Music is all around us. We hear it everywhere, even at times when we may not realise it. Either by listening or playing music, we find a connection with tunes, rhythms, and beats. But, how deep is our understanding of music?
Worldwide, numerous schools give little or no priority to music education. Music classes are weak, underdeveloped, unattended or worst of all, non-existent. Every time there’s a budget cut the art department will be the one most at risk. During every budget cycle, music teachers, parents, and music advocates hold their collective breath, hoping cuts will not come down onto their programmes. This is because music and other forms of art are often at the top of the “cut list” — but why is this so?

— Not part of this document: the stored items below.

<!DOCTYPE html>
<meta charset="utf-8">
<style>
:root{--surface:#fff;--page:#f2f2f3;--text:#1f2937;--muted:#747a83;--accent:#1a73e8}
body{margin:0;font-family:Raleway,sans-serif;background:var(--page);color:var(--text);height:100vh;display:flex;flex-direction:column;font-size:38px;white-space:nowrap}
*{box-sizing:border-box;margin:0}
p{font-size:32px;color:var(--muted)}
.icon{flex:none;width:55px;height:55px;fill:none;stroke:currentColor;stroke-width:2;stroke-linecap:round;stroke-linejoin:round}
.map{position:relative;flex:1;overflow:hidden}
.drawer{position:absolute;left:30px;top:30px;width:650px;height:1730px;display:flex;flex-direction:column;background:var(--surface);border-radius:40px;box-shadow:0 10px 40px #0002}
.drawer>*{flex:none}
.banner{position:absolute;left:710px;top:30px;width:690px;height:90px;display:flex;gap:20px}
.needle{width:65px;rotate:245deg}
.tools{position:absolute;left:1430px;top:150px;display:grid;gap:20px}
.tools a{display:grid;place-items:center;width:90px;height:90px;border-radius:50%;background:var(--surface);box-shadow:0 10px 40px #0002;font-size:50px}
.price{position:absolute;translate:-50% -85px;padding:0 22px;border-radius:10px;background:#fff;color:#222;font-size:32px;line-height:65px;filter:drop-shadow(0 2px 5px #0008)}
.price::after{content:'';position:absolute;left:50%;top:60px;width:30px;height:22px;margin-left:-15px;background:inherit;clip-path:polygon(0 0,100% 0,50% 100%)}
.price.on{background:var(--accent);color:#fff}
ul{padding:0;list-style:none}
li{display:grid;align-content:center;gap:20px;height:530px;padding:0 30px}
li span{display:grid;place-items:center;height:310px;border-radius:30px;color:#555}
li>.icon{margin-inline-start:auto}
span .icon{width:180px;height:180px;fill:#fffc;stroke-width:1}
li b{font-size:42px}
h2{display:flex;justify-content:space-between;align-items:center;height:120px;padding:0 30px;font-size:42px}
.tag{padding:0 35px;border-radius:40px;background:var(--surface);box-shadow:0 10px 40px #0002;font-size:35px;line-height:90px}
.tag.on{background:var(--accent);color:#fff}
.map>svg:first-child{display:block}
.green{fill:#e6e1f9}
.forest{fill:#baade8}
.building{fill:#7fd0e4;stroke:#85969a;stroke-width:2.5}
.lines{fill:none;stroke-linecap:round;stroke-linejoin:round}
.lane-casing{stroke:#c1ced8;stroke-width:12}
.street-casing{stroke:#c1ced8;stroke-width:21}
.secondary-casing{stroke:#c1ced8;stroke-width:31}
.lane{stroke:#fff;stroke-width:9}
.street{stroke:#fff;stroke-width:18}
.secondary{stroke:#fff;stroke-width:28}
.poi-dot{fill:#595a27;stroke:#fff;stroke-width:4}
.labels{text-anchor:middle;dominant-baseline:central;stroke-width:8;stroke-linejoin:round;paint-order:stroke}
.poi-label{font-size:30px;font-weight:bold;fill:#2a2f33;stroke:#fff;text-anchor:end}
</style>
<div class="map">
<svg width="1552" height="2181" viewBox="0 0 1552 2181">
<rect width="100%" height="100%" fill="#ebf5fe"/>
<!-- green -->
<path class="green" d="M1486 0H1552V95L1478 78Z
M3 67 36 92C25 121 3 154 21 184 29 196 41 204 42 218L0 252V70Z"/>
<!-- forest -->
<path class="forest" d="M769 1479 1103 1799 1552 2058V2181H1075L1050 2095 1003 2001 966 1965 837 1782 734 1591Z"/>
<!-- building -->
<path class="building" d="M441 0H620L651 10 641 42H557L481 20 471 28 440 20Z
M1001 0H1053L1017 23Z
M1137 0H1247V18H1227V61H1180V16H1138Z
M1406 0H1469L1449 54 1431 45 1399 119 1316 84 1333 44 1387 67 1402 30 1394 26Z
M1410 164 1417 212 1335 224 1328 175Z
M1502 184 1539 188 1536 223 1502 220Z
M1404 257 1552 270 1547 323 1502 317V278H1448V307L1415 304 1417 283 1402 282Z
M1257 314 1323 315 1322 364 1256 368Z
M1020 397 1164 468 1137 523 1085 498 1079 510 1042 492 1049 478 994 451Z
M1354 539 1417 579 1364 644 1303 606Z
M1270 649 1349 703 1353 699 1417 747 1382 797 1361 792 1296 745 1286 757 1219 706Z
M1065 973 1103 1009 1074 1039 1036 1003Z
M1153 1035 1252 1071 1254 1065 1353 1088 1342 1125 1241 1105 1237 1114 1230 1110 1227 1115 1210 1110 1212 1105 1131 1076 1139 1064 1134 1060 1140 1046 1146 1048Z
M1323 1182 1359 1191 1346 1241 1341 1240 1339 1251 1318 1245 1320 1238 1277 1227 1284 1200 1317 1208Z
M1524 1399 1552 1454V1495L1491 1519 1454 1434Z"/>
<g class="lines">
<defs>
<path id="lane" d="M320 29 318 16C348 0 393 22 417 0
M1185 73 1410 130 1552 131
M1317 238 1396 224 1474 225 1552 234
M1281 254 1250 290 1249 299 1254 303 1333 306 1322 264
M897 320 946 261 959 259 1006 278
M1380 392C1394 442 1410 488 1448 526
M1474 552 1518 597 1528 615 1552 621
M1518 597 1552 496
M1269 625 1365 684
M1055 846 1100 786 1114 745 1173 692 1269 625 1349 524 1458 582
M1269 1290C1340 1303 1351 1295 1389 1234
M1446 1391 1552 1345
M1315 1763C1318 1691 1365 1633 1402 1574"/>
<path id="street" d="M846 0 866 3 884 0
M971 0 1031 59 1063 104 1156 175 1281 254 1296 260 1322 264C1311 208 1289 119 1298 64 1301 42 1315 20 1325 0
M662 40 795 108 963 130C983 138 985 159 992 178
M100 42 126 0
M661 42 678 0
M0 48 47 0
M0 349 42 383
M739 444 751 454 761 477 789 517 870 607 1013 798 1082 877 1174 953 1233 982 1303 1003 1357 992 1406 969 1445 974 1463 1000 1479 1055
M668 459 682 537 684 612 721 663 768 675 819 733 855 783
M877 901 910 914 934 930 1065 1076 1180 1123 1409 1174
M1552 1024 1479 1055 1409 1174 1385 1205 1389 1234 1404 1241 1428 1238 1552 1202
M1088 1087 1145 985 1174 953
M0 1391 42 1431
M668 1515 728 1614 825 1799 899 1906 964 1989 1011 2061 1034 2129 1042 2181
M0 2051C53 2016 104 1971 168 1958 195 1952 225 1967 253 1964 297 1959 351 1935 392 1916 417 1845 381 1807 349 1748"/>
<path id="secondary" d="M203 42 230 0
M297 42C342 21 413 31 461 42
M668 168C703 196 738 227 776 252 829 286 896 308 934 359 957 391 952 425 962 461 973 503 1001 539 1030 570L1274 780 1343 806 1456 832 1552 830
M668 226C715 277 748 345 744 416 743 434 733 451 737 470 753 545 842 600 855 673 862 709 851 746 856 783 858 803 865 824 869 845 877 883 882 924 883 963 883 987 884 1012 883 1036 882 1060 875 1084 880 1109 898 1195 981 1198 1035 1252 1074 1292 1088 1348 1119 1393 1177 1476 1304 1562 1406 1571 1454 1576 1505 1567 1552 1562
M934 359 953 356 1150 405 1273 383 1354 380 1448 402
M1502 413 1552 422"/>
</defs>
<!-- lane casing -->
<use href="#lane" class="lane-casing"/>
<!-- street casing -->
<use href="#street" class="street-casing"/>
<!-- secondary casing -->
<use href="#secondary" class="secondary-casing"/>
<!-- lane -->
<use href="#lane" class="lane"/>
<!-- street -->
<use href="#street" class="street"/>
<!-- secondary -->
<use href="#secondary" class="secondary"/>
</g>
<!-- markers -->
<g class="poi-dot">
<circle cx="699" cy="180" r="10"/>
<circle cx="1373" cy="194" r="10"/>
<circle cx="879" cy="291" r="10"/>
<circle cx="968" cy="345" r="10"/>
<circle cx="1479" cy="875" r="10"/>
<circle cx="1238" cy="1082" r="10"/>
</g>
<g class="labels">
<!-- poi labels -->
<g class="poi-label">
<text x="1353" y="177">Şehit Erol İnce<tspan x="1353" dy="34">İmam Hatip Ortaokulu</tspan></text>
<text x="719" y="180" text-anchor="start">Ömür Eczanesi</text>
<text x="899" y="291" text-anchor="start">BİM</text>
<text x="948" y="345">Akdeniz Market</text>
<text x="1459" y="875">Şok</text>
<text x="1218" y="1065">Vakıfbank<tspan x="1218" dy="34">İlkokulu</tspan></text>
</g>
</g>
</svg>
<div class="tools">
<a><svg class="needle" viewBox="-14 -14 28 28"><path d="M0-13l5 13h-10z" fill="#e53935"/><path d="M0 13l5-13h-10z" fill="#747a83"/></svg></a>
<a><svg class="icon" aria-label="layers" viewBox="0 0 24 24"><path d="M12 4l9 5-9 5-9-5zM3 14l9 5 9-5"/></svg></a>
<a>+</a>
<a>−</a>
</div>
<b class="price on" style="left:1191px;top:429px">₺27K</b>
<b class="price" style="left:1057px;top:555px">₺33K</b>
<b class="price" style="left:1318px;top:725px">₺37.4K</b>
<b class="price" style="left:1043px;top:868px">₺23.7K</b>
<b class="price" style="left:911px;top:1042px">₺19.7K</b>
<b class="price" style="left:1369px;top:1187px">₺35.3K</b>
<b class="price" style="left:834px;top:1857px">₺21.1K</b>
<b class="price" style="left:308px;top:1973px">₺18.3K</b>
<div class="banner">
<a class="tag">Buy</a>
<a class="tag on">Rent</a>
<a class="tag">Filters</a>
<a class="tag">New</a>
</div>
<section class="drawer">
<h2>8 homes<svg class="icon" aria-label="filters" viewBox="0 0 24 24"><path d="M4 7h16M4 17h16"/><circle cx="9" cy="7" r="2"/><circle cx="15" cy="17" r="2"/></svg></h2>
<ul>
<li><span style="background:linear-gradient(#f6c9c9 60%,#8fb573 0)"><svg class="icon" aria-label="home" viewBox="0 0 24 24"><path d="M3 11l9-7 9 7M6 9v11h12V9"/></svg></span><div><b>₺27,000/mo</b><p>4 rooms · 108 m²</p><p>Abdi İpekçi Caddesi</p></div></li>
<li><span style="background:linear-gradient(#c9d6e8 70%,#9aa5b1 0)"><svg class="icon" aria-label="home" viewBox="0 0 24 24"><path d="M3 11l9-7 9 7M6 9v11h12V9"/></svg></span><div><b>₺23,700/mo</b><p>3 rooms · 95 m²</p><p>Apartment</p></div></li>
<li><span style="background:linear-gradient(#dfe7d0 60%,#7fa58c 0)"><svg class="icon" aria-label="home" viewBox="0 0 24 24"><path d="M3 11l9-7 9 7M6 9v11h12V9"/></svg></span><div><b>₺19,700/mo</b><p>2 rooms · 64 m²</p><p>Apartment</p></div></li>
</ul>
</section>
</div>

Many teachers and parents consider music to be being less important when compared with what would be considered as the curriculum’s core subjects such as maths and science. This is, however, a misconception. Music is scientifically proven to help develop language and reasoning, aid memorisation, increase coordination, develop creative thinking, encourage imagination, and most importantly, build character. Not only do art classes allow students to be better people in society, but they can also aid students in other subjects through skills which they develop through learning music.
Music greatly enhances students’ understanding and achievement in other, non-musical subjects. For example, based on a ten-year study which tracked over 25,000 middle and high school students, those in music classes received higher scores on standardised tests than those who had little or no musical involvement. The musical students scored an average of 63 points higher on the verbal section and 44 points higher on the maths section of the SATs than non-musical students. This proves that music benefits students’ educational growth in general.
For years, music classes have taken second place to traditional, academic classes. One of the problems with music classes in schools is the quality of the actual classes. Research conducted by Northwestern University showed that in order for students to be able to fully understand the cognitive benefits of a music class, kids can’t just sit there passively; they have to be actively engaged and participate in the class.
“Even in a group of highly motivated students, small variations in music engagement – attendance and class participation – predicted the strength of neural processing after music training,” said Nina Kraus, director of Northwestern Auditory Neuroscience Laboratory, in an email to TIME. When music lessons are not engaging enough, students do not gain any benefit. Therefore, urging schools to improve the quality of music classes is essential once they have them on the schedule.
Additionally, music classes lead to lasting friendships. In activities such as chamber music and ensemble performances, students learn to work together and communicate as they produce wonderful music. They learn and grow together in music classes more than in any other subject because music classes provide the opportunity for students to explore and learn with each other through deep interactions. The need to communicate with each other while playing together also establishes a strong, emotional connection with music and amongst peers.
Furthermore, music urges students to think creatively and expand ideas and concepts. They are taught and encouraged to use their own thoughts and emotions to further develop and make more than the disposable culture which we live in today. Just like how complex, polyphonic music from the Baroque period 300 years ago, or the use of dissonance and freedom of expression in the Romantic period two centuries ago, modern music has now evolved into what we know as mainstream pop music, all of which is based on the same four chords.
Hence, this is the simple and predictable music we’re used to. When students receive music education, they are taught to expand far beyond this disposable culture. They will be able to understand and analyse music from the past, they will be able to comprehend the complexity of fine arts, and therefore see the world with more depth.
Plato once said, “I would teach children music, physics, and philosophy; but most importantly music, for the patterns in music and all the arts are the keys to learning.” Thus, schools should strongly take this into consideration and acknowledge the importance of music education.